**** SOURCE DATA
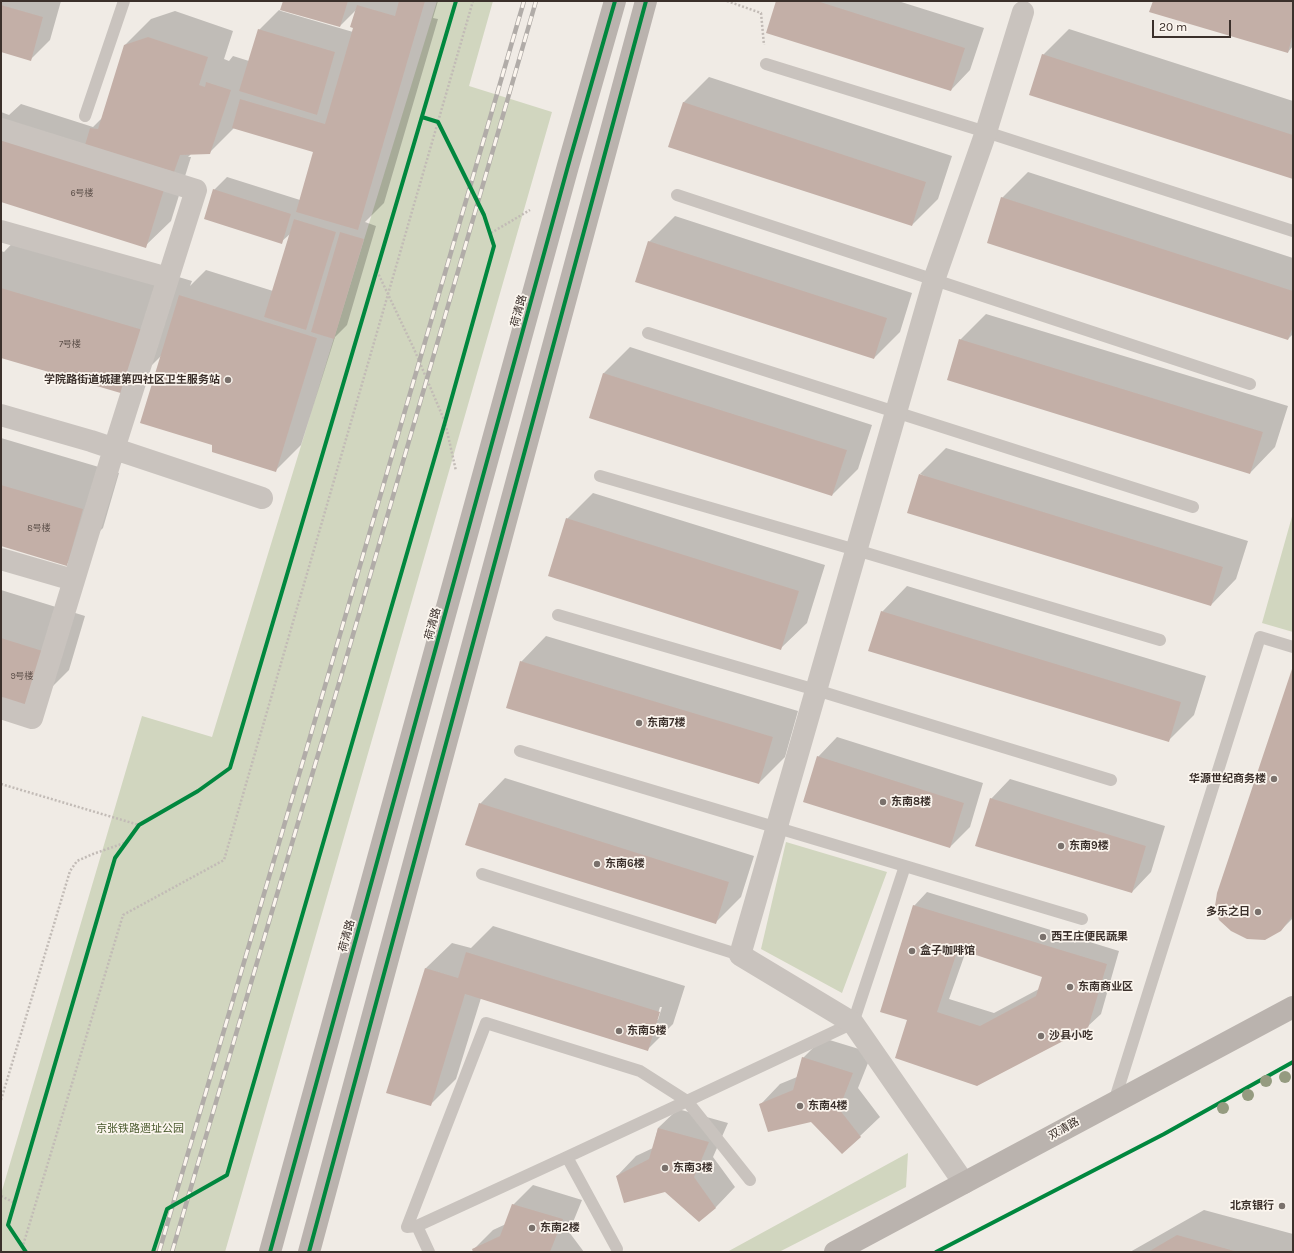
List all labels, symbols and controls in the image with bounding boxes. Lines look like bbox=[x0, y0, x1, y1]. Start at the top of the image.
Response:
scale bar bbox=[1154, 12, 1233, 38]
text: 20 m bbox=[1159, 20, 1187, 34]
house number: 6号楼 bbox=[70, 188, 94, 198]
street label: 荷清路 bbox=[508, 293, 530, 329]
house number: 7号楼 bbox=[59, 339, 81, 349]
place label: 学院路街道城建第四社区卫生服务站 bbox=[44, 373, 220, 387]
marker: 学院路街道城建第四社区卫生服务站 bbox=[223, 375, 233, 385]
house number: 8号楼 bbox=[27, 523, 51, 533]
street label: 荷清路 bbox=[422, 606, 444, 642]
house number: 9号楼 bbox=[10, 671, 34, 681]
place label: 东南7楼 bbox=[647, 716, 685, 730]
marker: 东南7楼 bbox=[634, 718, 644, 728]
place label: 华源世纪商务楼 bbox=[1189, 772, 1266, 786]
marker: 华源世纪商务楼 bbox=[1269, 774, 1279, 784]
place label: 东南8楼 bbox=[891, 795, 931, 809]
marker: 东南8楼 bbox=[878, 797, 888, 807]
place label: 东南9楼 bbox=[1069, 839, 1109, 853]
marker: 东南9楼 bbox=[1056, 841, 1066, 851]
place label: 东南6楼 bbox=[605, 857, 645, 871]
marker: 东南6楼 bbox=[592, 859, 602, 869]
place label: 多乐之日 bbox=[1206, 905, 1250, 919]
marker: 多乐之日 bbox=[1253, 907, 1263, 917]
street label: 荷清路 bbox=[336, 918, 358, 954]
place label: 西王庄便民蔬果 bbox=[1051, 930, 1128, 944]
marker: 西王庄便民蔬果 bbox=[1038, 932, 1048, 942]
place label: 盒子咖啡馆 bbox=[920, 944, 975, 958]
marker: 盒子咖啡馆 bbox=[907, 946, 917, 956]
place label: 东南商业区 bbox=[1078, 980, 1133, 994]
marker: 东南商业区 bbox=[1065, 982, 1075, 992]
place label: 东南5楼 bbox=[627, 1024, 666, 1038]
marker: 东南5楼 bbox=[614, 1026, 624, 1036]
place label: 沙县小吃 bbox=[1049, 1029, 1093, 1043]
marker: 沙县小吃 bbox=[1036, 1031, 1046, 1041]
place label: 东南4楼 bbox=[808, 1099, 848, 1113]
marker: 东南4楼 bbox=[795, 1101, 805, 1111]
street label: 双清路 bbox=[1046, 1115, 1082, 1143]
park label: 京张铁路遗址公园 bbox=[96, 1122, 184, 1136]
place label: 东南3楼 bbox=[673, 1161, 713, 1175]
marker: 东南3楼 bbox=[660, 1163, 670, 1173]
place label: 北京银行 bbox=[1230, 1199, 1274, 1213]
marker: 北京银行 bbox=[1277, 1201, 1287, 1211]
place label: 东南2楼 bbox=[540, 1221, 580, 1235]
marker: 东南2楼 bbox=[527, 1223, 537, 1233]

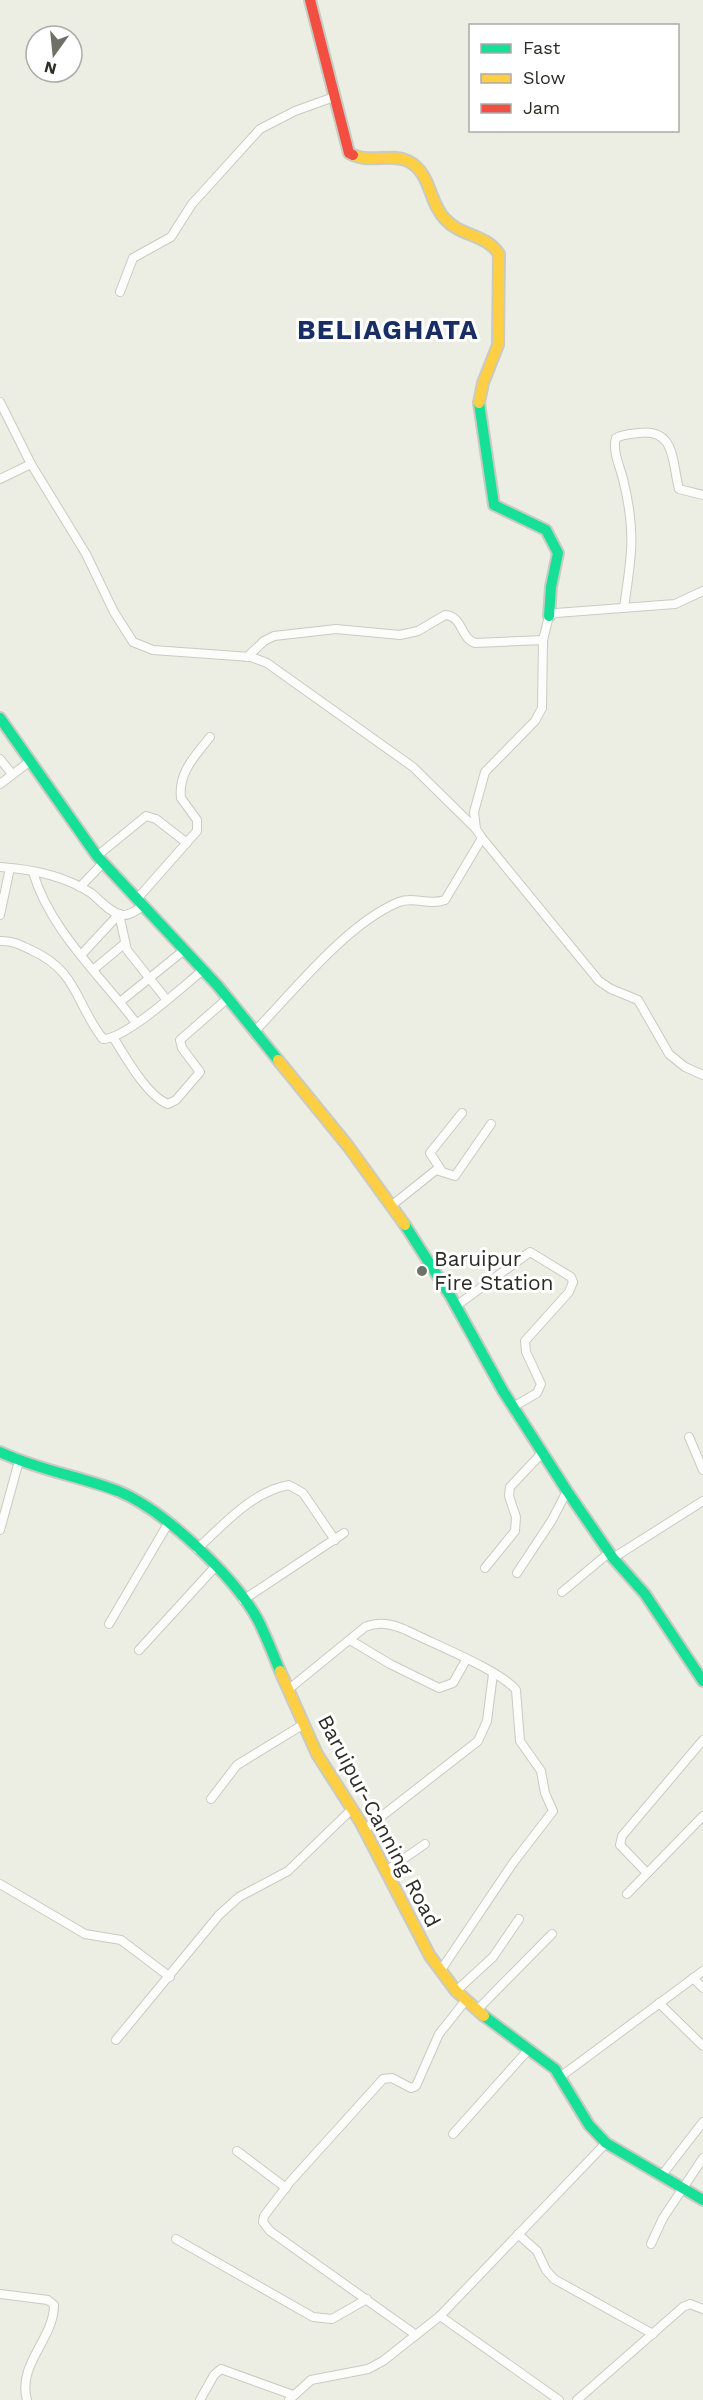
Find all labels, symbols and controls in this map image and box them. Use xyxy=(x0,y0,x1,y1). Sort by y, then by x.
north arrow xyxy=(24,24,84,84)
legend xyxy=(469,24,679,132)
text: Fast xyxy=(523,37,561,58)
text: N xyxy=(42,57,58,79)
text: Slow xyxy=(523,67,566,88)
text: Jam xyxy=(523,97,560,118)
district label: BELIAGHATA xyxy=(297,314,479,346)
place label: Baruipur Fire Station xyxy=(434,1246,554,1295)
marker: Baruipur Fire Station xyxy=(415,1264,429,1278)
street label: Baruipur-Canning Road xyxy=(313,1710,446,1931)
********
TASK DESCRIPTION:
All that is needed is the line containing "Find all labels, symbols" and each line after it to the end of the data above, set down exactly.

RESPONSE TO THIS EXERCISE:
Find all labels, symbols and controls in this map image and box them. Use xyxy=(x0,y0,x1,y1). Sort by y, then by x.
north arrow xyxy=(24,24,84,84)
legend xyxy=(469,24,679,132)
text: Fast xyxy=(523,37,561,58)
text: N xyxy=(42,57,58,79)
text: Slow xyxy=(523,67,566,88)
text: Jam xyxy=(523,97,560,118)
district label: BELIAGHATA xyxy=(297,314,479,346)
place label: Baruipur Fire Station xyxy=(434,1246,554,1295)
marker: Baruipur Fire Station xyxy=(415,1264,429,1278)
street label: Baruipur-Canning Road xyxy=(313,1710,446,1931)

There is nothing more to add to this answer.